The case where it's unclear is, for instance, in dp_aux_isr() after
we've read the interrupt using dp_catalog_aux_get_irq() and confirmed
that "isr" is non-zero. The function dp_catalog_aux_get_irq() not only
reads the interrupts but it also "ack"s all the interrupts that are
returned. For an "unknown" interrupt this has a very good chance of
actually stopping the interrupt from happening. That would mean we've
identified that it's our device and done something to stop them from
happening and should return IRQ_HANDLED. Specifically, it should be
noted that most interrupts that need "ack"ing are ones that are
one-time events and doing an "ack" is enough to clear them. However,
since these interrupts are unknown then, by definition, it's unknown
if "ack"ing them is truly enough to clear them. It's possible that we
also need to remove the original source of the interrupt. In this
case, IRQ_NONE would be a better choice.
Given that returning an occasional IRQ_NONE isn't the absolute end of
the world, however, let's choose that course of action. The IRQ
framework will forgive a few IRQ_NONE returns now and again (and it
won't even log them, which is why we have to log them ourselves). This
means that if we _do_ end hitting an interrupt where "ack"ing isn't
enough the kernel will eventually detect the problem and shut our
device down.
Signed-off-by: Douglas Anderson <dianders@chromium.org>
Tested-by: Kuogee Hsieh <quic_khsieh@quicinc.com>
Reviewed-by: Kuogee Hsieh <quic_khsieh@quicinc.com>
Patchwork: https://patchwork.freedesktop.org/patch/520660/
Link: https://lore.kernel.org/r/20230126170745.v2.2.I2d7aec2fadb9c237cd0090a47d6a8ba2054bf0f8@changeid
[DB: reformatted commit message to make checkpatch happy]

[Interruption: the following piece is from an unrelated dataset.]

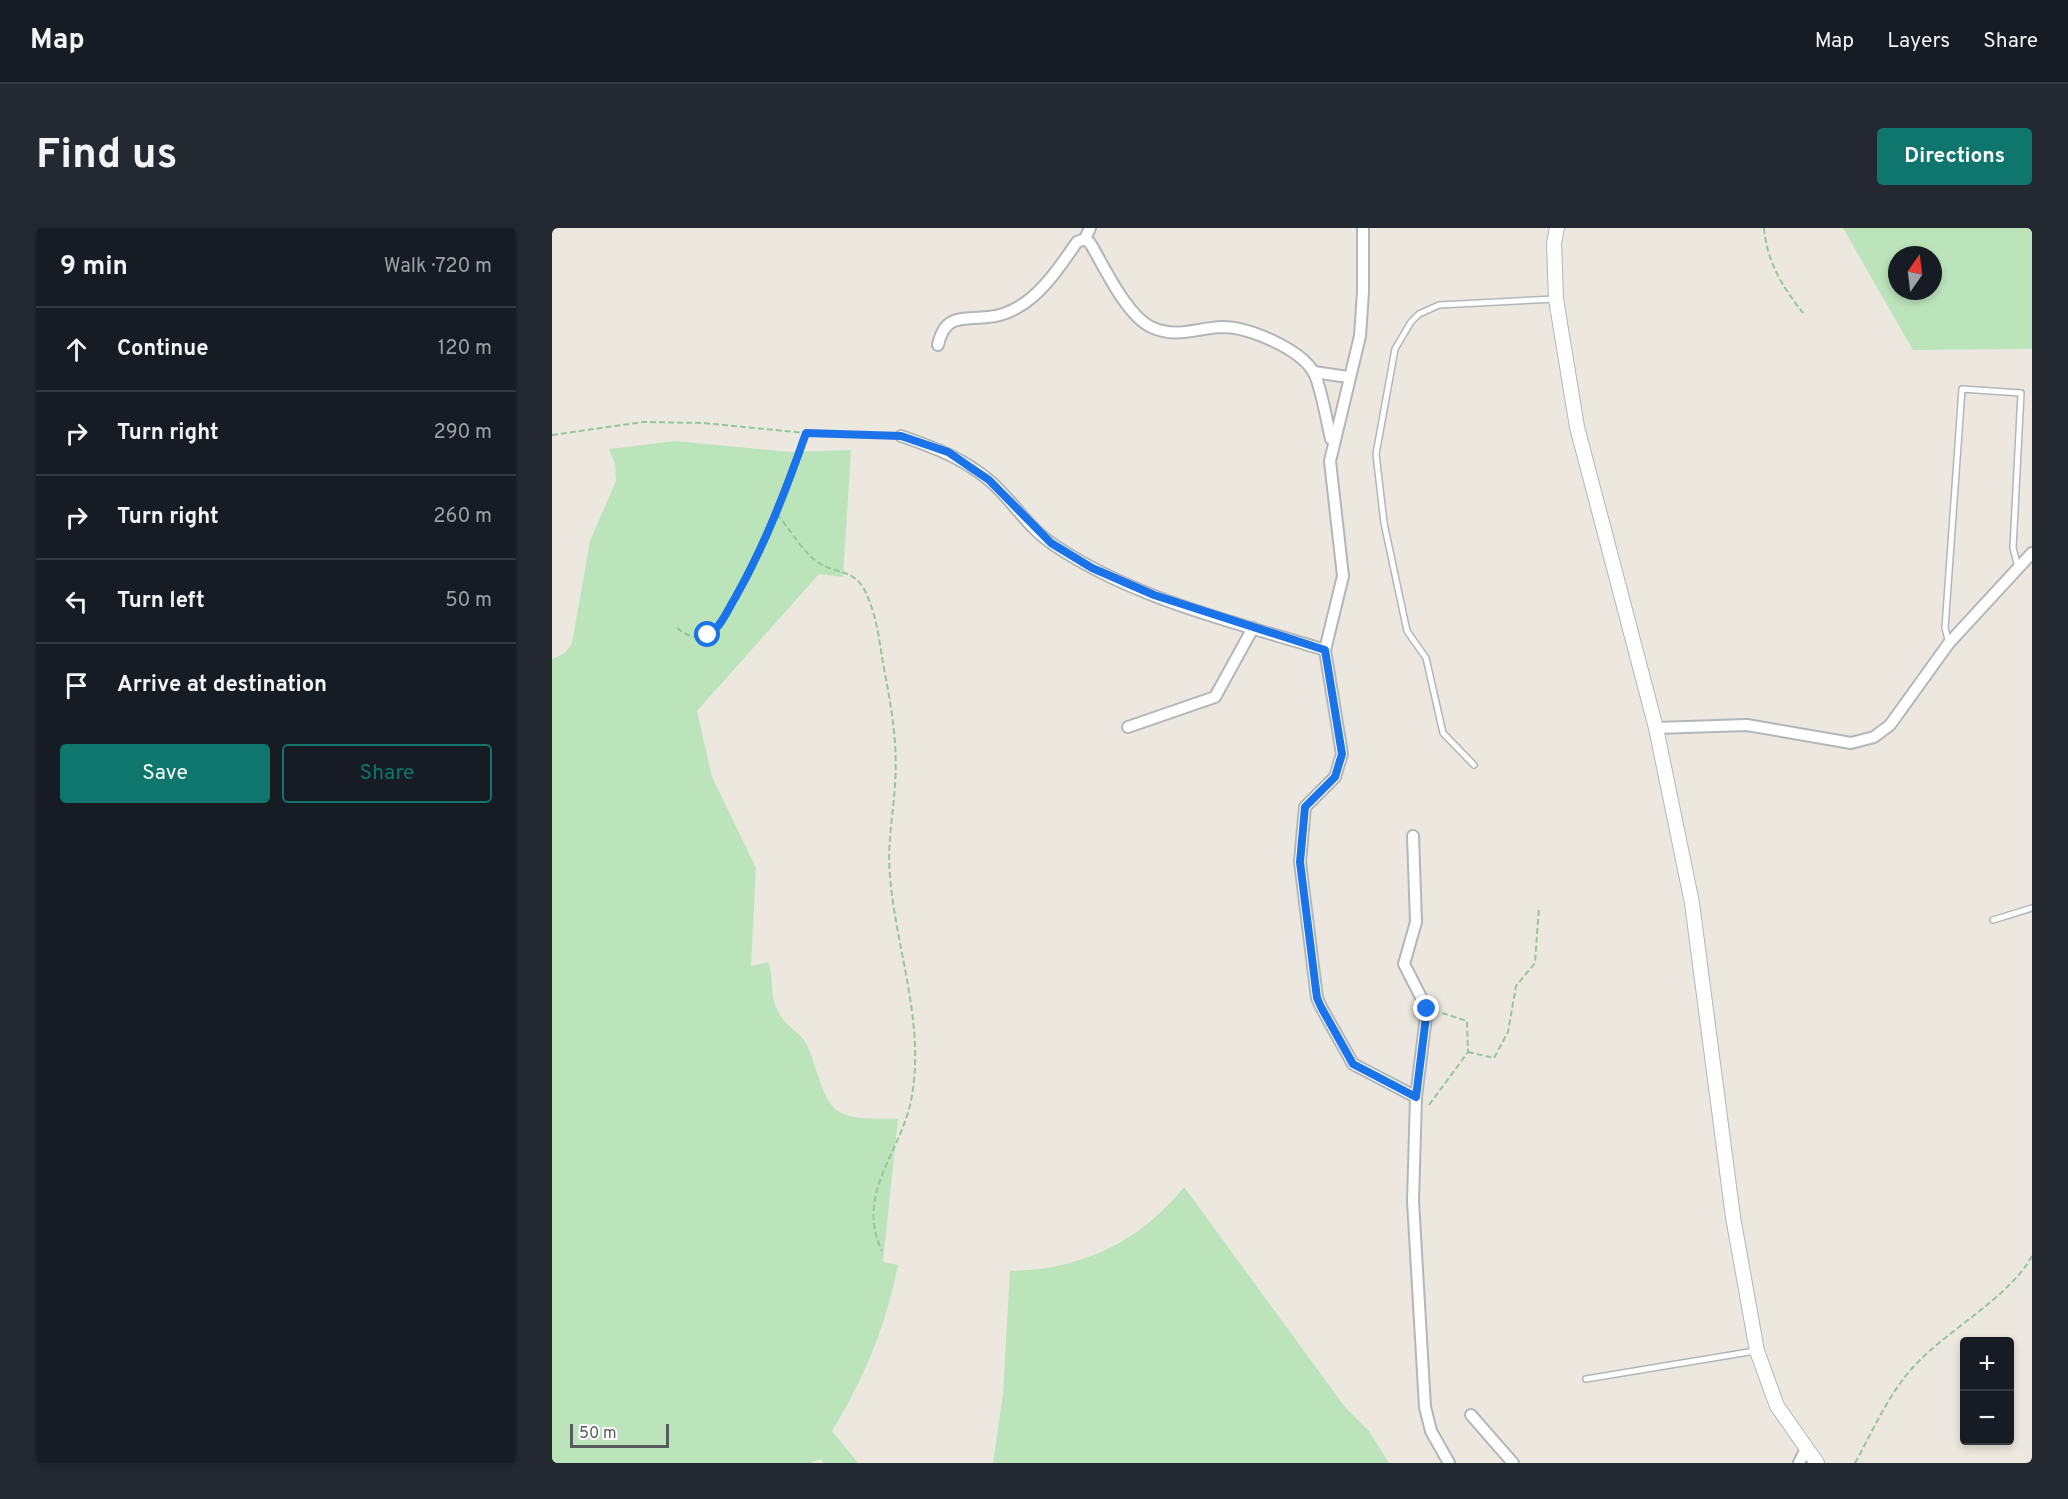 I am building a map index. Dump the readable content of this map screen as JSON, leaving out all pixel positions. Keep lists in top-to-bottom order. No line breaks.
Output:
{"scale_bar":"50 m","north":"top","page":{"header":"Map","nav":["Map","Layers","Share"],"buttons":["Directions",["Save","Share"]],"title":"Find us","heading":["9 min","Walk · 720 m"],"list":[["Continue","120 m"],["Turn right","290 m"],["Turn right","260 m"],["Turn left","50 m"],"Arrive at destination"],"map_buttons":["+","−"],"scale":"50 m"}}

Signed-off-by: Dmitry Baryshkov <dmitry.baryshkov@linaro.org>
The DP AUX interrupt handling was a bit of a mess.
* There were two functions (one for "native" transfers and one for
"i2c" transfers) that were quite similar. It was hard to say how
many of the differences between the two functions were on purpose
and how many of them were just an accident of how they were coded.
* Each function sometimes used "else if" to test for error bits and
sometimes didn't and again it was hard to say if this was on purpose
or just an accident.
* The two functions wouldn't notice whether "unknown" bits were
set. For instance, there seems to be a bit "DP_INTR_PLL_UNLOCKED"
and if it was set there would be no indication.
* The two functions wouldn't notice if more than one error was set.
Let's fix this by being more consistent / explicit about what we're
doing.
By design this could cause different handling for AUX transfers,
though I'm not actually aware of any bug fixed as a result of
this patch (this patch was created because we simply noticed how odd
the old code was by code inspection). Specific notes here:
1. In the old native transfer case if we got "done + wrong address"
we'd ignore the "wrong address" (because of the "else if"). Now we
won't.
2. In the old native transfer case if we got "done + timeout" we'd
ignore the "timeout" (because of the "else if"). Now we won't.
3. In the old native transfer case we'd see "nack_defer" and translate
it to the error number for "nack". This differed from the i2c
transfer case where "nack_defer" was given the error number for
"nack_defer". This 100% can't matter because the only user of this
error number treats "nack defer" the same as "nack", so it's clear
that the difference between the "native" and "i2c" was pointless
here.
4. In the old i2c transfer case if we got "done" plus any error
besides "nack" or "defer" then we'd ignore the error. Now we don't.
5. If there is more than one error signaled by the hardware it's
possible that we'll report a different one than we used to. I don't
know if this matters. If someone is aware of a case this matters we
should document it and change the code to make it explicit.
6. One quirk we keep (I don't know if this is important) is that in
the i2c transfer case if we see "done + defer" we report that as a
"nack". That seemed too intentional in the old code to just drop.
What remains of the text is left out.